A journey of continual quality improvement, not a destination, and one that must take account the risks and costs of environmental and social failures as well as the economic ones.
Failure to understand this and the immutability of the ‘One Planet Equation’ has placed us where we are today.
see also
https://trailblazerbusinessfutures.wordpress.com/2009/01/29/the-virtuous-circle/
https://trailblazerbusinessfutures.wordpress.com/2008/11/23/90/
https://trailblazerbusinessfutures.wordpress.com/the-one-planet-equation/
Features: January 30th, 2009
By John SeddonThe Cabinet Office and the Improvement and Development Agency are urging public bodies to identify ‘avoidable contact’ with customers. National Indicator 14 is one of the 198 indicators against which local government will be assessed within the new performance management framework.
The indicator aims to reduce ‘avoidable contact’ between the community and local authorities. The author argues that creating a target to reduce avoidable contact is missing a great opportunity to think creatively about the whole system. Avoidable contact data gives the vital clues to prompt re-thinking about the whole system to achieve significant performance improvement.

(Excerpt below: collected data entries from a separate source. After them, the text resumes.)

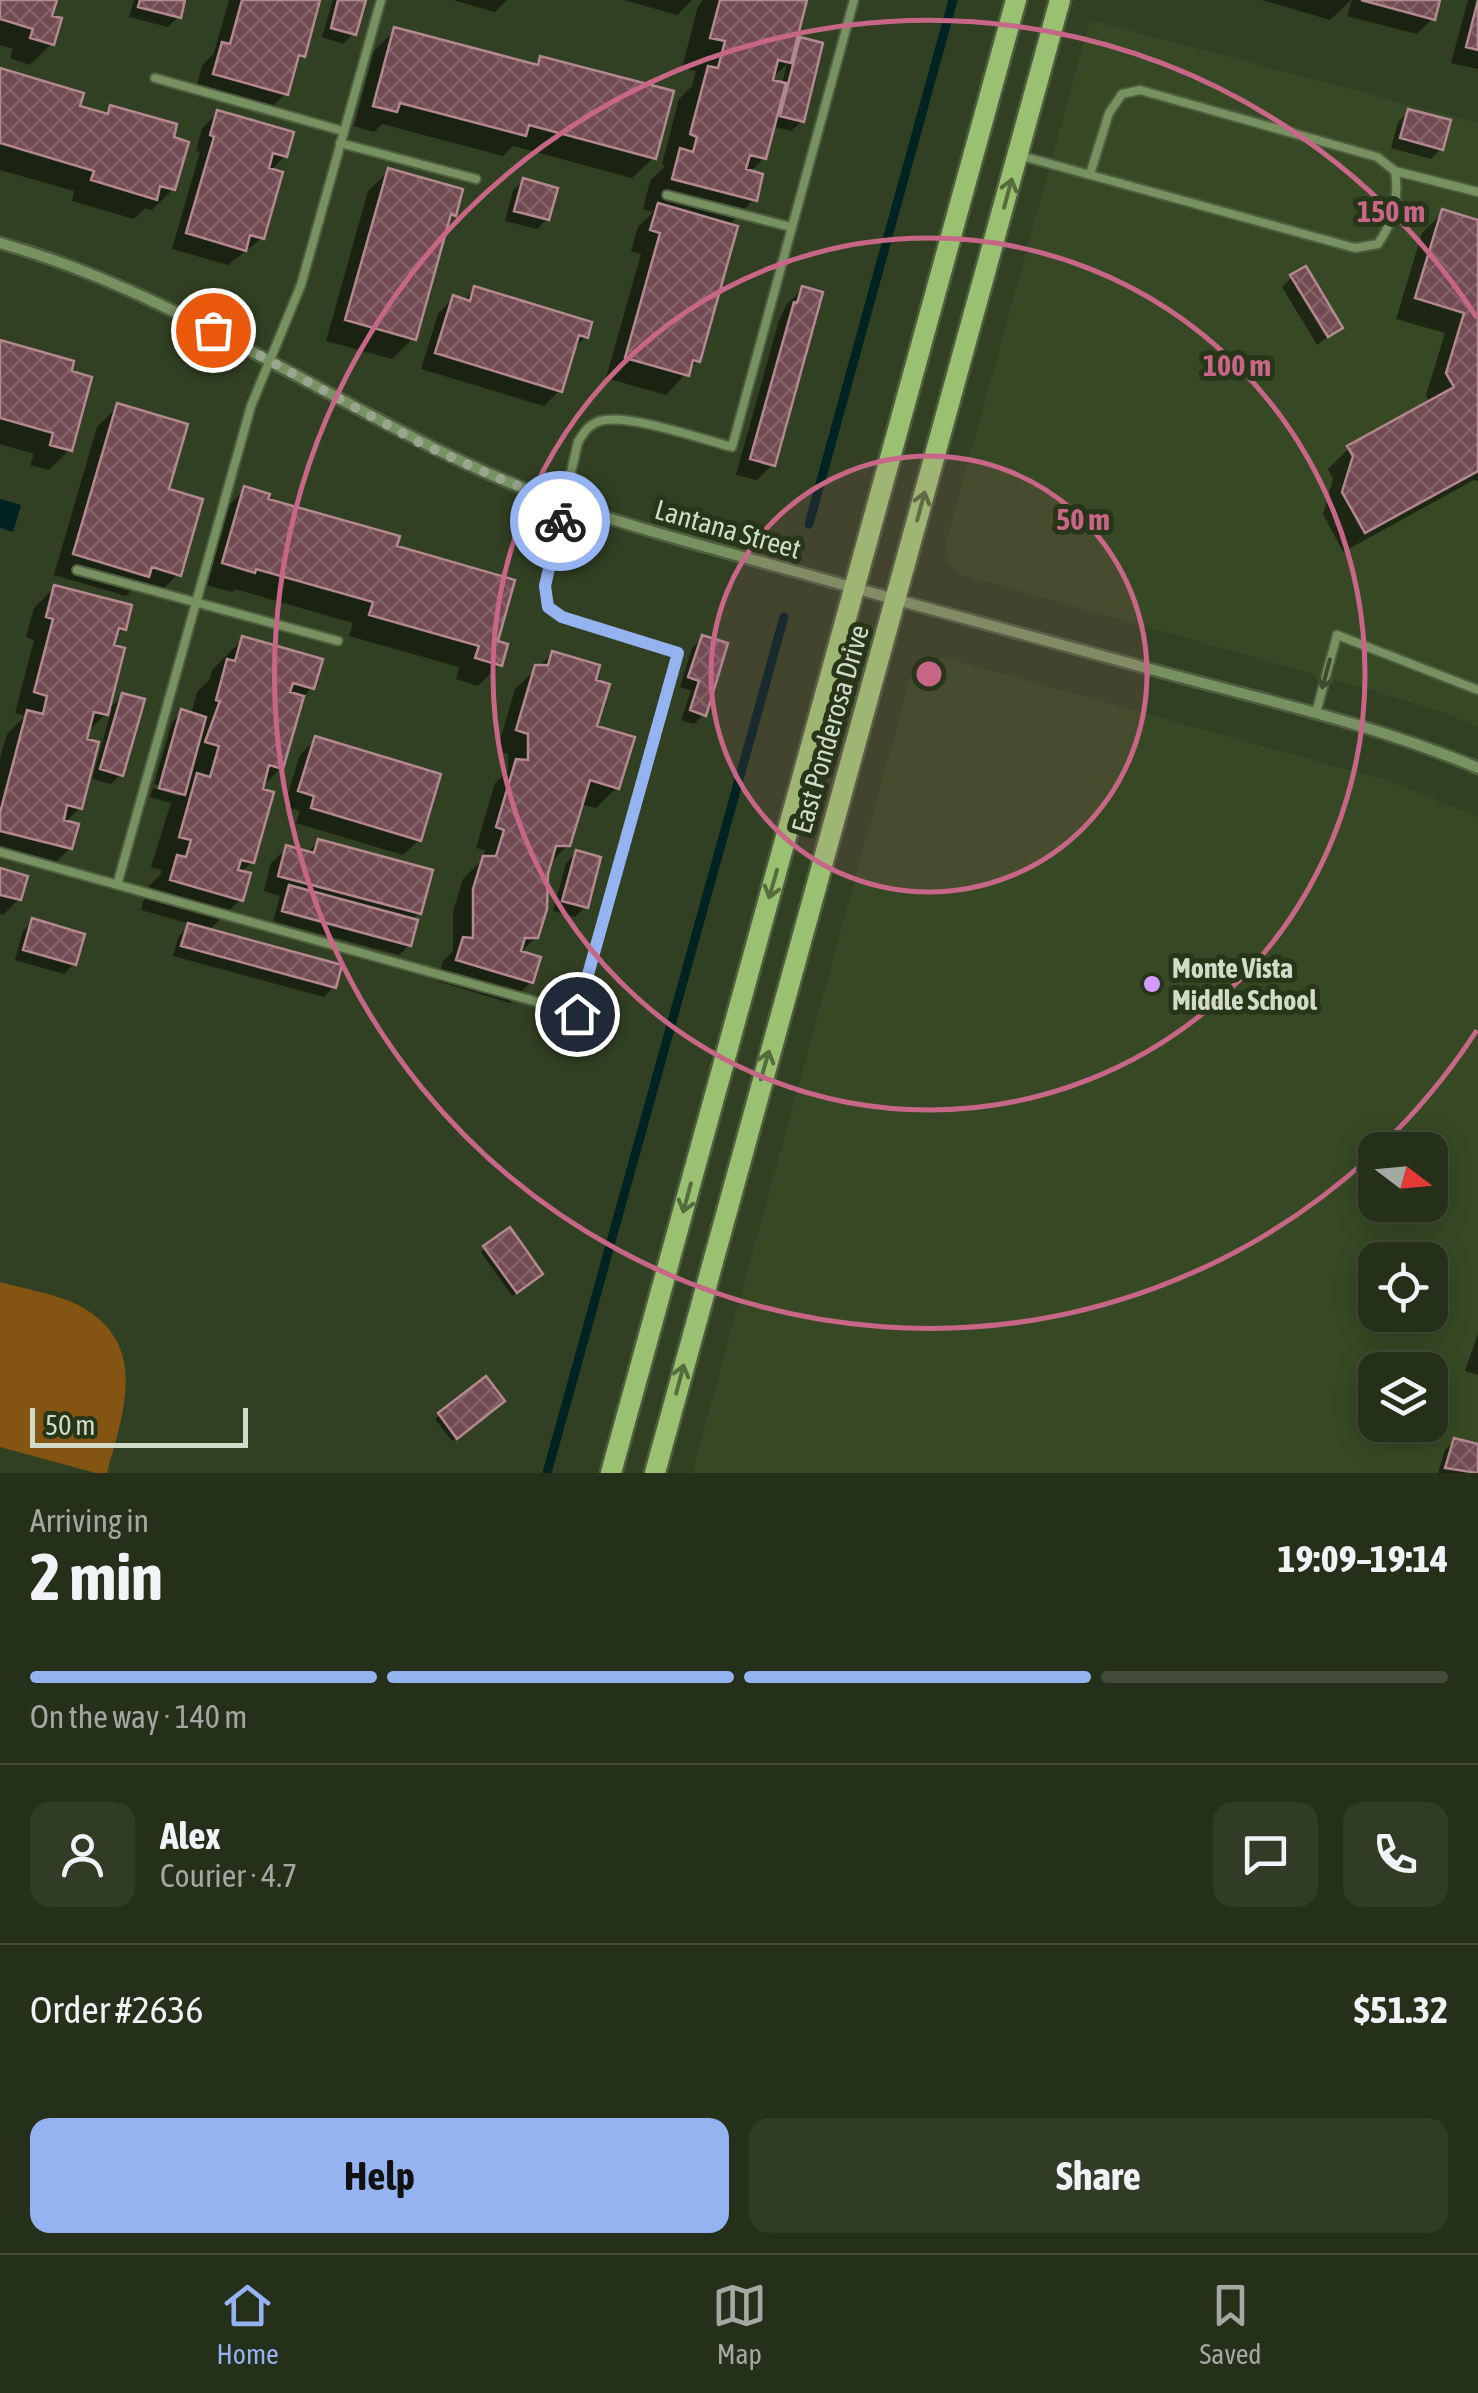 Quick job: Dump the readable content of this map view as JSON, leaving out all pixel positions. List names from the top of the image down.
{
  "streets": {
    "main road": ["East Ponderosa Drive"],
    "street": ["Lantana Street"]
  },
  "crossings": [
    ["Lantana Street", "East Ponderosa Drive"]
  ],
  "places": ["Monte Vista Middle School"],
  "scale_bar": "50 m",
  "north": "right",
  "page": {
    "scale": "50 m",
    "heading": ["2 min", "Arriving in", "19:09–19:14"],
    "panel": [
      "Alex",
      "Courier · 4.7",
      "Order #2636",
      "$51.32"
    ],
    "bar": "On the way · 140 m",
    "buttons": ["Help", "Share"],
    "tabs": ["Home", "Map", "Saved"]
  },
  "rings": ["150 m", "100 m", "50 m"]
} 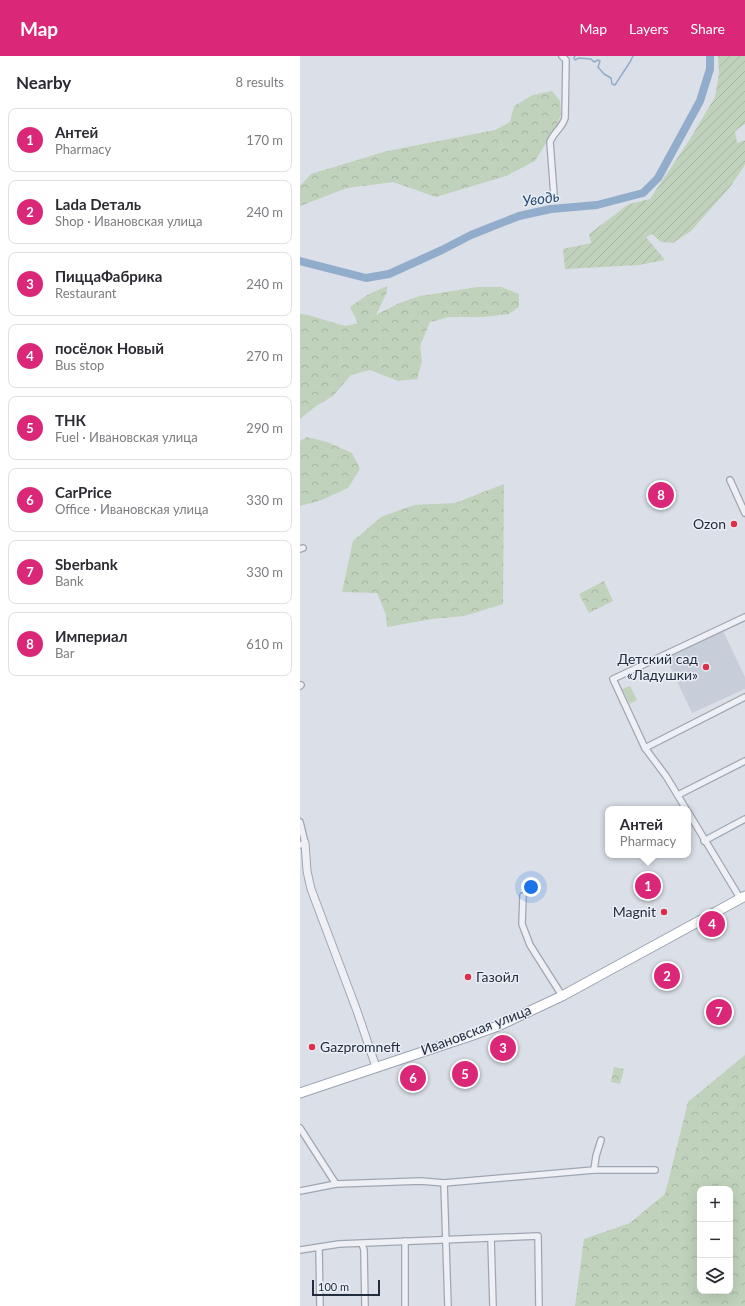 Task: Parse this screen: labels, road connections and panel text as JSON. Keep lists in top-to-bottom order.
{
  "streets": {
    "main road": ["Ивановская улица"]
  },
  "water": ["Уводь"],
  "places": [
    "Ozon",
    "Детский сад «Ладушки»",
    "Magnit",
    "Газойл",
    "Gazpromneft"
  ],
  "scale_bar": "100 m",
  "page": {
    "header": "Map",
    "nav": ["Map", "Layers", "Share"],
    "heading": ["Nearby", "8 results"],
    "list": [
      {
        "mark": "1",
        "name": "Антей",
        "note": "Pharmacy",
        "value": "170 m"
      },
      {
        "mark": "2",
        "name": "Lada Dеталь",
        "note": "Shop · Ивановская улица",
        "value": "240 m"
      },
      {
        "mark": "3",
        "name": "ПиццаФабрика",
        "note": "Restaurant",
        "value": "240 m"
      },
      {
        "mark": "4",
        "name": "посёлок Новый",
        "note": "Bus stop",
        "value": "270 m"
      },
      {
        "mark": "5",
        "name": "ТНК",
        "note": "Fuel · Ивановская улица",
        "value": "290 m"
      },
      {
        "mark": "6",
        "name": "CarPrice",
        "note": "Office · Ивановская улица",
        "value": "330 m"
      },
      {
        "mark": "7",
        "name": "Sberbank",
        "note": "Bank",
        "value": "330 m"
      },
      {
        "mark": "8",
        "name": "Империал",
        "note": "Bar",
        "value": "610 m"
      }
    ],
    "pins": [
      "8",
      "1",
      "4",
      "2",
      "7",
      "3",
      "5",
      "6"
    ],
    "popup": ["Антей", "Pharmacy"],
    "map_buttons": ["+", "−"],
    "scale": "100 m"
  }
}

Over the last two years we have witnessed the Cabinet Office trying to get to grips with the opportunity for improvement provided by removing ‘avoidable contact’.
Those who have watched the progress of this work will know that the original label was ‘failure demand’ – a concept I first discovered many years ago. Doubtless, the noise created by systems thinkers telling the Cabinet Office they didn’t understand the idea contributed to the label being changed to ‘avoidable contact’, but altering the name does not change the essential problem: the Cabinet Office promulgates an idea it does not understand.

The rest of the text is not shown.